The only exception is that rather than using Postgres or Snowflake, we’re using Redshift by implementing the rdb-redshift-loader app (version 5.2.1).
Looking at S3, our “raw” and “enriched” paths are getting update with new data every few minutes, basically in real time. But as of this writing, our “transformed” data hasn’t been updated in about 12 hours. Further, the most recent data that has been loaded into Redshift is now about 36 hours old.
We’re looking ideally for events to be in Redshift no more than an hour after they’re received.
What could be causing the slowness with the transform and loading steps? How can we debug?
How often are you running the transformer / loader? If you are getting data to S3 reasonably quickly I’d say the bottleneck is either going to be the transformer / loader or the Redshift cluster itself.
It looks like the transformer runs every 5 minutes but sometimes misses several or a whole bunch of runs in a row. (I’m inferring from the names of the folders in the S3 bucket.)

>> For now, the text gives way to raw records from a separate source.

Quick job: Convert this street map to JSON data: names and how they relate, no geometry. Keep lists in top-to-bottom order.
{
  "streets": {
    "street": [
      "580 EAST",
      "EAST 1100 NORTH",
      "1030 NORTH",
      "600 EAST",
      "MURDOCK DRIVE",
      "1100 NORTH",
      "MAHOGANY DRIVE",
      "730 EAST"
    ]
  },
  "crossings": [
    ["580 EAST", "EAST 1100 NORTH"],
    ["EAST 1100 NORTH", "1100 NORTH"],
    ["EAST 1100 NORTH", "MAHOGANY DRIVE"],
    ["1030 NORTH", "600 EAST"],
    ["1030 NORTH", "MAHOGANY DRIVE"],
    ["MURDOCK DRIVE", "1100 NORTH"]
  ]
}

These are the last 10 folder names in the /transformed/good/ folder in S3 as of right now:
run=2023-04-19-08-30-00/
run=2023-04-19-08-35-00/
run=2023-04-19-08-40-00/
run=2023-04-19-08-45-00/
run=2023-04-19-10-20-00/
run=2023-04-19-10-25-00/
run=2023-04-19-10-45-00/
run=2023-04-19-10-50-00/
run=2023-04-19-10-55-00/
run=2023-04-19-11-00-00/
I don’t know how often or under what circumstances either the transformer or loader run, or why they might miss a run. Where is that configured?
Looking at the logs, the Redshift loader seems to be loading the transformed events within a few minutes of them becoming available in S3. For example, the 9:05am run this morning was processed by the Redshift loader at 9:10am:
2023-04-20T09:10:45.831Z|INFO DataDiscovery: Received a new message
2023-04-20T09:10:45.831Z|INFO DataDiscovery: Total 2206 messages received, 2146 loaded…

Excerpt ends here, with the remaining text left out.